Bij brief van 26 januari 2021 is [verzoeker] op staande voet ontslagen. In de brief is tevens vermeld dat [verweerder] aanspraak maakt op schadevergoeding omdat [verzoeker] hem een dringende reden gegeven heeft om de arbeidsovereenkomst onverwijld op te zeggen en dat hij die vergoeding zal verrekenen met het [verzoeker] nog toekomende salaris. Deze brief is per post, en aangetekend en via de mail, aan [verzoeker] verzonden.

1.13.

Namens [verzoeker] heeft zijn toenmalige gemachtigde mr. S. van Andel op 19 februari 2021 tegen het ontslag geprotesteerd. In de brief wordt ook melding gemaakt van een spoedopname op 30 december 2020 in het ziekenhuis in Paramaribo, op de intensive care en dat hij eerst op 12 januari 2021 uit het ziekenhuis is ontslagen en zeker nog niet volledig is hersteld. Op de intensive care heeft [verzoeker] niet de beschikking gehad over een telefoon.
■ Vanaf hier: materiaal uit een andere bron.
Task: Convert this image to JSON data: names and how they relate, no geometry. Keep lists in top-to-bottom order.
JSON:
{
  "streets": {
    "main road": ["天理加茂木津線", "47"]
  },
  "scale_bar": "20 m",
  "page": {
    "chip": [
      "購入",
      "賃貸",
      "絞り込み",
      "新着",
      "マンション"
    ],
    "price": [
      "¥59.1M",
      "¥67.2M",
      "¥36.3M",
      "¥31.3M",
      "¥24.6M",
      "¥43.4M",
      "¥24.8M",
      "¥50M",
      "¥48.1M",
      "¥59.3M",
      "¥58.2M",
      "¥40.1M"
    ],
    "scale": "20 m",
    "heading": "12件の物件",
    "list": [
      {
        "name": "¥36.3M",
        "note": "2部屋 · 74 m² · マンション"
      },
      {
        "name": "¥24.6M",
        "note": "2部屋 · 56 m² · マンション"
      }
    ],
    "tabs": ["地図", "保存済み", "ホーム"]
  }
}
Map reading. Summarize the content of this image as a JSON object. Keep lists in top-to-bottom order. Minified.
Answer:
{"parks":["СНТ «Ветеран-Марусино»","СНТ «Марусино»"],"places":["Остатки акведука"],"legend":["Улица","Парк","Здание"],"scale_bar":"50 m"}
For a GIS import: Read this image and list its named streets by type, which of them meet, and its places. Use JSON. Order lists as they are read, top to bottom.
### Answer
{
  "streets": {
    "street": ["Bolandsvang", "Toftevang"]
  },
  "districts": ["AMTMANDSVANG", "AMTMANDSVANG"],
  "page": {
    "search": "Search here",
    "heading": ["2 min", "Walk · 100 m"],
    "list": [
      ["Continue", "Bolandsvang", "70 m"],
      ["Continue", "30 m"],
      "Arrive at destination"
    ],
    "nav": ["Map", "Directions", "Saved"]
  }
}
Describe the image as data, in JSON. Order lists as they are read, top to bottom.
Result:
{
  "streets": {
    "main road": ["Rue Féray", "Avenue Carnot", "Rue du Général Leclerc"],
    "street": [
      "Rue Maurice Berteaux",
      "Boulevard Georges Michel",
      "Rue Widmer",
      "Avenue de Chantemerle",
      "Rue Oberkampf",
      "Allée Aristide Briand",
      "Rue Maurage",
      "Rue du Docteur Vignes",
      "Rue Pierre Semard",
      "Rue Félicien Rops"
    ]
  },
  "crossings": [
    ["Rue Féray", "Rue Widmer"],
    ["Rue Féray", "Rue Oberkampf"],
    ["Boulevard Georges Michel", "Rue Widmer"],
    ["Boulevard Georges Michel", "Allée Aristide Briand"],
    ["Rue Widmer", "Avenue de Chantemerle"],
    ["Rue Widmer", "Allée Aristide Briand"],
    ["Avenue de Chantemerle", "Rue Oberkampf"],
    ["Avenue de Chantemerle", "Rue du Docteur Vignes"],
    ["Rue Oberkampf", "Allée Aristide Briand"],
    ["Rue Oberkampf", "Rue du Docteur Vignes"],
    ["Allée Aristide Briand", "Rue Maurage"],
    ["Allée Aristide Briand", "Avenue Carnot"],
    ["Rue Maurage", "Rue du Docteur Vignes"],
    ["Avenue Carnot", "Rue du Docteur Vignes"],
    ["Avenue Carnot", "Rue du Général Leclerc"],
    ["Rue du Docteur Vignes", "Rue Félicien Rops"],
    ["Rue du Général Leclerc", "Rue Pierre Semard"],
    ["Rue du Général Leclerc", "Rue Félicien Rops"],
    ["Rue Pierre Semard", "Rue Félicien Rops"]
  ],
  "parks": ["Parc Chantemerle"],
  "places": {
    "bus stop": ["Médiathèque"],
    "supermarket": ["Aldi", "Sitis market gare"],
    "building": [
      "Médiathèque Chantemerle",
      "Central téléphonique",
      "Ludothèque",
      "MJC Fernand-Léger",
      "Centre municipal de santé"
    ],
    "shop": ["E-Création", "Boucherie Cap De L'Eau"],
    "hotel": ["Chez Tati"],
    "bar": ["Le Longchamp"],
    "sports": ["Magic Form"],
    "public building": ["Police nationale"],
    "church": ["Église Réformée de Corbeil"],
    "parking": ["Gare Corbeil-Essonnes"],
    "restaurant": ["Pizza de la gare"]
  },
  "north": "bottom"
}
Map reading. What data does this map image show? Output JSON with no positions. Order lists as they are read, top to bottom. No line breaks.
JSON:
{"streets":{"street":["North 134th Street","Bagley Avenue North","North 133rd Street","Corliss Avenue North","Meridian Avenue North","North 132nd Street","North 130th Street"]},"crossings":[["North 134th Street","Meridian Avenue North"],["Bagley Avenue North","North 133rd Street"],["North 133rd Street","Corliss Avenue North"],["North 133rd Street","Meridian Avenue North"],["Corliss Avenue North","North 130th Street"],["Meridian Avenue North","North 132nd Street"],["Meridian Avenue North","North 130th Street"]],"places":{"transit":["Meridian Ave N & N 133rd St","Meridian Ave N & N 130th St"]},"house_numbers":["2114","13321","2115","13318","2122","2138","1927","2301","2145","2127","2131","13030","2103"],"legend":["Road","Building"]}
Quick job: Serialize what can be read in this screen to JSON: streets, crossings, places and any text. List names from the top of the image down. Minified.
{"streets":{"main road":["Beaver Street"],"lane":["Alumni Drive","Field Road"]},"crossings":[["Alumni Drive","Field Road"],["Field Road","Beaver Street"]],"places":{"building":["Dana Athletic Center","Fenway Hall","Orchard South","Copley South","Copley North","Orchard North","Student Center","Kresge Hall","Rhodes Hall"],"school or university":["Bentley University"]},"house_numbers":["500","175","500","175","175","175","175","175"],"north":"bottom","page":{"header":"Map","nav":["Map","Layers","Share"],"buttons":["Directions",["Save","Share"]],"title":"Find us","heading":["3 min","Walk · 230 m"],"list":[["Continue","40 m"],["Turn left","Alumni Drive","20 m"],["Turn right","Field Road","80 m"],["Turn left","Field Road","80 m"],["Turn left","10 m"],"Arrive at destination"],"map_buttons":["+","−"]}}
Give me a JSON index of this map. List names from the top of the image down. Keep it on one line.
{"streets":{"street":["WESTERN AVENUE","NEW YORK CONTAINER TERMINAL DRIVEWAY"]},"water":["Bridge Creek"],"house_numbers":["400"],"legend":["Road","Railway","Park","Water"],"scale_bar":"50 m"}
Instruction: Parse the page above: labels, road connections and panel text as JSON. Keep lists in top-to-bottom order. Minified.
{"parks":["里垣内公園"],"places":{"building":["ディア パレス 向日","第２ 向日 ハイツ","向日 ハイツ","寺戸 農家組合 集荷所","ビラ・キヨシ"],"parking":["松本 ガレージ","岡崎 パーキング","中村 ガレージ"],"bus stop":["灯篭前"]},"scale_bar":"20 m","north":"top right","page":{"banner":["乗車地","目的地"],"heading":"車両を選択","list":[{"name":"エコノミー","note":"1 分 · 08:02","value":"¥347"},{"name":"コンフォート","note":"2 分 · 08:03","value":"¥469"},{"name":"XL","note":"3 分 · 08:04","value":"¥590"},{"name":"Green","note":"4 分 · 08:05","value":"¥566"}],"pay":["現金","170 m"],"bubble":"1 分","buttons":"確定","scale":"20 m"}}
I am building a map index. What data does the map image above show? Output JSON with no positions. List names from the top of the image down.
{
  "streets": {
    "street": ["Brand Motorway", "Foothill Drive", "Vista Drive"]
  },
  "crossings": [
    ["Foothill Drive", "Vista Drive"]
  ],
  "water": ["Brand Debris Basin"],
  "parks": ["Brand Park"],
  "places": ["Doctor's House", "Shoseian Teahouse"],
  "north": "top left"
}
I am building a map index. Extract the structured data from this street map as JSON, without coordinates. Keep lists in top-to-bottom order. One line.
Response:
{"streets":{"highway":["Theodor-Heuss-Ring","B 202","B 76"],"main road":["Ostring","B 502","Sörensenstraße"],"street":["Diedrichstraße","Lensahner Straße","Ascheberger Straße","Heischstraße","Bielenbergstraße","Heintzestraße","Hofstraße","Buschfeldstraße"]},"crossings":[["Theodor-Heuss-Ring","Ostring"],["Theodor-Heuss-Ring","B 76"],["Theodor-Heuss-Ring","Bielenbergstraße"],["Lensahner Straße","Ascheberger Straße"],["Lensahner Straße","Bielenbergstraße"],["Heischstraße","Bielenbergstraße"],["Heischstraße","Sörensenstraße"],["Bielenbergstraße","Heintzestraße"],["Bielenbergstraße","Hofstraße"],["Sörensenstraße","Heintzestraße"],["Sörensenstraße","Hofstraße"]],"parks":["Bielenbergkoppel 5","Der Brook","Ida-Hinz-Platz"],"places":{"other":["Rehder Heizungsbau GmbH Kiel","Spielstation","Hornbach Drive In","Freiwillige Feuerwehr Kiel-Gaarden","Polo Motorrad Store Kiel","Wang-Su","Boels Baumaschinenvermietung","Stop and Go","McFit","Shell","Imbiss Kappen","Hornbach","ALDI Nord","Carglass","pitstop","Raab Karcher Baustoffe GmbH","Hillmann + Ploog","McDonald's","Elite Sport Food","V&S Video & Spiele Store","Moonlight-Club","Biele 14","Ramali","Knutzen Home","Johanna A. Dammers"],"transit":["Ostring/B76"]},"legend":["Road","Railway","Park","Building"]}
Inmiddels zijn geen (terug-)vluchten meer mogelijk, aldus deze brief.

1.14.

In zijn reactie van 8 maart 2021 wijst [verweerder] er o.a. nog op dat [verzoeker] ten tijde dat hij op de IC gelegen zou hebben en geen beschikking zou hebben gehad over zijn telefoon, hij wel diverse posts heeft geplaatst op sociale media.

VERZOEK

2. [verzoeker] verzoekt bij beschikking, voor zover mogelijk uitvoerbaar bij voorraad;

het ontslag op staande voet te vernietigen;

[verweerder] te verplichten [verzoeker] binnen 24 uur na betekening van de beschikking toe te laten tot de overeengekomen werkzaamheden, onder verbeurte van een dwangsom;

[verweerder] te veroordelen tot betalen van het salaris van [verzoeker] vanaf 1 januari 2021 tot het moment dat de arbeidsovereenkomst tussen partijen rechtsgeldig is geëindigd, te vermeerderen met de wettelijke verhoging ex artikel 7:625 BW;

en subsidiair:

[verweerder] te veroordelen tot betaling van loon [zo leest de kantonrechter:] over de maand januari 2021 plus de billijke vergoeding;

aan [verzoeker] een transitievergoeding/voorziening bij ontslag op grond van de cao toe te kennen;

[verweerder] te veroordelen tot het betalen van de wettelijke rente over de genoemde bedragen;

[verweerder] te veroordelen in de kosten van de procedure.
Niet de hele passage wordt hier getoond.